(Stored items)
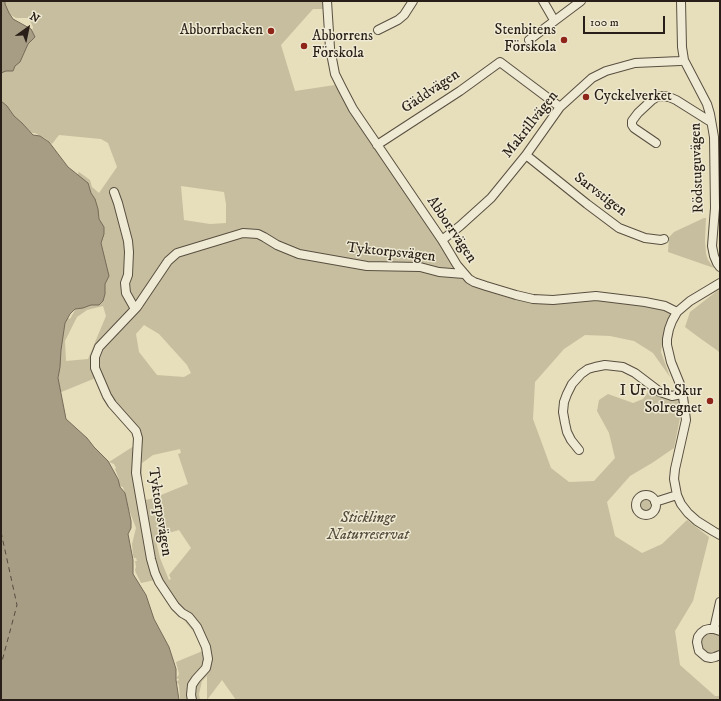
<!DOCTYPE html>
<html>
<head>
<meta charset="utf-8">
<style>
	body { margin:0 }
	#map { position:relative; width:721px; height:701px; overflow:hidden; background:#e7debb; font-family:"IM FELL DW Pica",serif }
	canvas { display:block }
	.frame { position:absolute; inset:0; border:2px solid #2a1f18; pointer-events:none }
	.north { position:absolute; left:8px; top:8px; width:40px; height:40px; -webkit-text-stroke:3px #efead3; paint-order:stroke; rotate:33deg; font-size:11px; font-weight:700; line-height:16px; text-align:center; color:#2a1f18 }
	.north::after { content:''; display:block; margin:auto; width:14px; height:18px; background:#2a1f18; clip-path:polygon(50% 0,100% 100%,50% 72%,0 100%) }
	.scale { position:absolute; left:583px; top:16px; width:82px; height:18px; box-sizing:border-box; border:2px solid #2a1f18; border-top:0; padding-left:5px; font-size:12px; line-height:14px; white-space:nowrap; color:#2a1f18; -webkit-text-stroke:3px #efead3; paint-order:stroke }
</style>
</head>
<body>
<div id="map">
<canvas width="721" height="701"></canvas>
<div class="frame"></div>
<div class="north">N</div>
<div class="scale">100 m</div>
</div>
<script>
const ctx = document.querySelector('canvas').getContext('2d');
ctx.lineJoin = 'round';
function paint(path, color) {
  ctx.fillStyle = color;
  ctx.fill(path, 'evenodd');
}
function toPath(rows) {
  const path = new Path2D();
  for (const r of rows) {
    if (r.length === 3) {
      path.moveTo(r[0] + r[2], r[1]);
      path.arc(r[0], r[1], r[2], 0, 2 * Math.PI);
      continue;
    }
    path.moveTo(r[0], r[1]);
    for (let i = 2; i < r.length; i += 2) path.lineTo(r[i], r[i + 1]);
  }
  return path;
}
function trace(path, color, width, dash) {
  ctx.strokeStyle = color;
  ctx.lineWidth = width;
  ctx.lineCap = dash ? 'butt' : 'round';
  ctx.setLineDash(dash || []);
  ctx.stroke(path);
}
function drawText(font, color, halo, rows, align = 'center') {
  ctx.font = font + ' "IM FELL DW Pica",serif';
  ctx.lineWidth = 3;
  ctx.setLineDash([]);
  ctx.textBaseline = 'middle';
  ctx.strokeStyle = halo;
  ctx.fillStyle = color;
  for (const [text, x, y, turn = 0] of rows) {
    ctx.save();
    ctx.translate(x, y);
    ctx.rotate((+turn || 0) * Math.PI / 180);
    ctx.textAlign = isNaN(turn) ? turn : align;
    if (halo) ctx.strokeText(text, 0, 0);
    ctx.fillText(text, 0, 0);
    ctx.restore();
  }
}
paint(toPath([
	[2,1,323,1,323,9,313,9,281,45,295,91,335,85,352,113,463,278,478,287,503,296,533,301,599,299,645,305,667,310,671,314,663,335,661,352,670,377,653,353,634,341,610,336,585,335,564,349,535,382,533,419,551,468,569,482,594,481,615,458,609,433,597,411,599,400,608,394,633,403,643,399,651,388,679,400,681,413,674,448,652,463,630,476,607,502,615,536,642,553,662,544,687,520,709,537,693,601,675,631,680,665,715,696,720,696,720,700,236,700,222,680,207,700,207,676,202,681,199,694,200,700,180,700,179,685,176,681,178,681,179,679,176,678,178,676,179,674,176,662,205,650,193,631,173,607,155,580,141,583,136,573,135,570,136,567,135,561,137,561,136,558,134,558,133,556,132,544,136,528,128,507,125,495,126,493,125,493,123,487,119,486,118,482,119,479,115,469,116,468,114,464,109,462,134,446,133,431,98,377,59,393,57,380,59,377,56,373,63,323,68,318,70,319,74,312,75,306,93,299,78,173,79,172,90,180,92,187,99,193,117,167,108,143,101,139,59,135,52,144,46,139,35,133,32,133,17,123,12,113,1,100,1,70,32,32,33,27,30,21,28,18,16,18,9,14],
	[181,186,224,192,226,204,226,223,210,224,184,220],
	[103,306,106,316,88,359,66,361,65,341,77,317,87,310],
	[144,325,159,334,187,365,191,373,184,377,157,375,139,352,136,334],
	[180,449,181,453,178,454,188,484,161,495,160,497,145,500,142,484,142,463,153,455],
	[179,530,191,548,169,575,171,579,169,580,160,558,155,537],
	[704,218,706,218,705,241,706,254,708,260,714,268,668,252,669,237,674,232],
	[720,290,720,354,718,351,697,336,685,327,690,312,717,291],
	[646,506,7],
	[711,632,718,635,720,636,720,651,713,655,703,652,700,641,704,635]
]), '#c7be9f');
const water = toPath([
	[1,1,5,1,5,4,9,13,13,19,31,29,35,37,28,44,20,62,15,66,13,71,6,71,1,73,1,1],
	[1,101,7,106,14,116,22,123,33,135,40,136,49,142,68,167,88,183,91,193,95,199,98,209,99,219,104,227,104,234,101,243,109,276,105,284,105,294,103,301,99,305,91,305,83,308,75,309,70,314,65,323,61,350,60,367,58,378,66,419,87,438,94,447,108,461,118,479,120,487,125,493,131,521,131,528,128,534,133,560,133,574,146,595,154,619,169,647,176,669,176,680,179,700,1,700,1,101]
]);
paint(water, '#a79d84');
trace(water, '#756b59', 1);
trace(toPath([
	[1,532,17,605,1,665]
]), '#564b3e', 1, [5, 4]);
const minor = toPath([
	[327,1,330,48,335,74,342,88,353,109,442,240,457,265,469,279,474,282,486,286,516,295,533,299,553,300,596,296,645,302,665,306,677,312,690,301,720,283],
	[543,1,554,20],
	[681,1,682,47,684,60,707,104,710,114,714,137,715,208,712,246,714,256,717,263,720,267],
	[378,30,398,20,404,15,413,1],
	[529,40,581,1],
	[656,143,634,128,632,125,632,121,638,113,652,100,657,97,663,96,669,97,676,100,711,122],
	[377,145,460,91,500,62,560,107],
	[526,155,587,204,619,228,645,238,661,240,664,239],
	[114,192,118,203,128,241,129,252,128,275,125,283,126,293,135,309],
	[442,240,460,226,491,198,526,155,560,107,592,78,606,71,635,63,680,61,684,60],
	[677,312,672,321,669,329,667,339,667,345,671,362,682,389,686,420,675,469,674,479,677,495,681,504,688,513,697,521,713,531,720,535],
	[579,450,571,440,567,432,565,423,563,412,564,402,567,394,572,384,581,374,588,369,595,367,605,365,623,367,635,373,660,392,672,396,682,394],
	[646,505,10],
	[655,502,677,495],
	[714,629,720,602],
	[720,631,714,629,709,629,705,630,701,633,698,637,697,642,698,647,699,651,706,657,711,658,715,657,720,655],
	[192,700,191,695,192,685,196,679,206,668,208,659,206,647,197,627,189,617,182,613,175,606,159,582,155,573,151,559,136,473,138,438,136,431,112,404,107,396,95,368,95,357,99,347,137,307,168,261,177,253,243,233,258,234,264,237,277,245,299,254,367,266,420,267,439,272,464,274]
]);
trace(minor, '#594f41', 10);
trace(minor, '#efead3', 8);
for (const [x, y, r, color] of [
	[271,31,4,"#8f2418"],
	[564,40,4,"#8f2418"],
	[304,46,4,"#8f2418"],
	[586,97,4,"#8f2418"],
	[710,401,4,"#8f2418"]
]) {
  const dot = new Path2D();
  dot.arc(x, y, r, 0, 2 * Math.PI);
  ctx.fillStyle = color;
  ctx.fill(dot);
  trace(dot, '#efead3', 1.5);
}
drawText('15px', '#2a1f18', '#efead3', [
	["Abborrbacken",263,31],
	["Stenbitens",556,31],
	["Förskola",556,48],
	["Abborrens",312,37,"left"],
	["Förskola",312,54,"left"],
	["Cyckelverket",594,97,"left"],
	["I Ur och Skur",702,392],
	["Solregnet",702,409]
], 'right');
drawText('15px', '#2a1f18', '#efead3', [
	["Gäddvägen",431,92,-34],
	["Makrillvägen",531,125,-52],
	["Rödstuguvägen",698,168,-92],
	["Sarvstigen",600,195,37],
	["Abborrvägen",451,230,56],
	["Tyktorpsvägen",391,253,6],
	["Tyktorpsvägen",159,512,81]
]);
drawText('italic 15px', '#594f40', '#efead3', [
	["Sticklinge",368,519],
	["Naturreservat",368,536]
]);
</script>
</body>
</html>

# PROBLEM REQUIREMENTS
Looking at the data above, return every line from the one with "position:absolute; inset:0; border:2px" down to the one with "position:absolute; left:8px; top:8px;", exactly and inclusively.

# FINISHED EXERCISE
	.frame { position:absolute; inset:0; border:2px solid #2a1f18; pointer-events:none }
	.north { position:absolute; left:8px; top:8px; width:40px; height:40px; -webkit-text-stroke:3px #efead3; paint-order:stroke; rotate:33deg; font-size:11px; font-weight:700; line-height:16px; text-align:center; color:#2a1f18 }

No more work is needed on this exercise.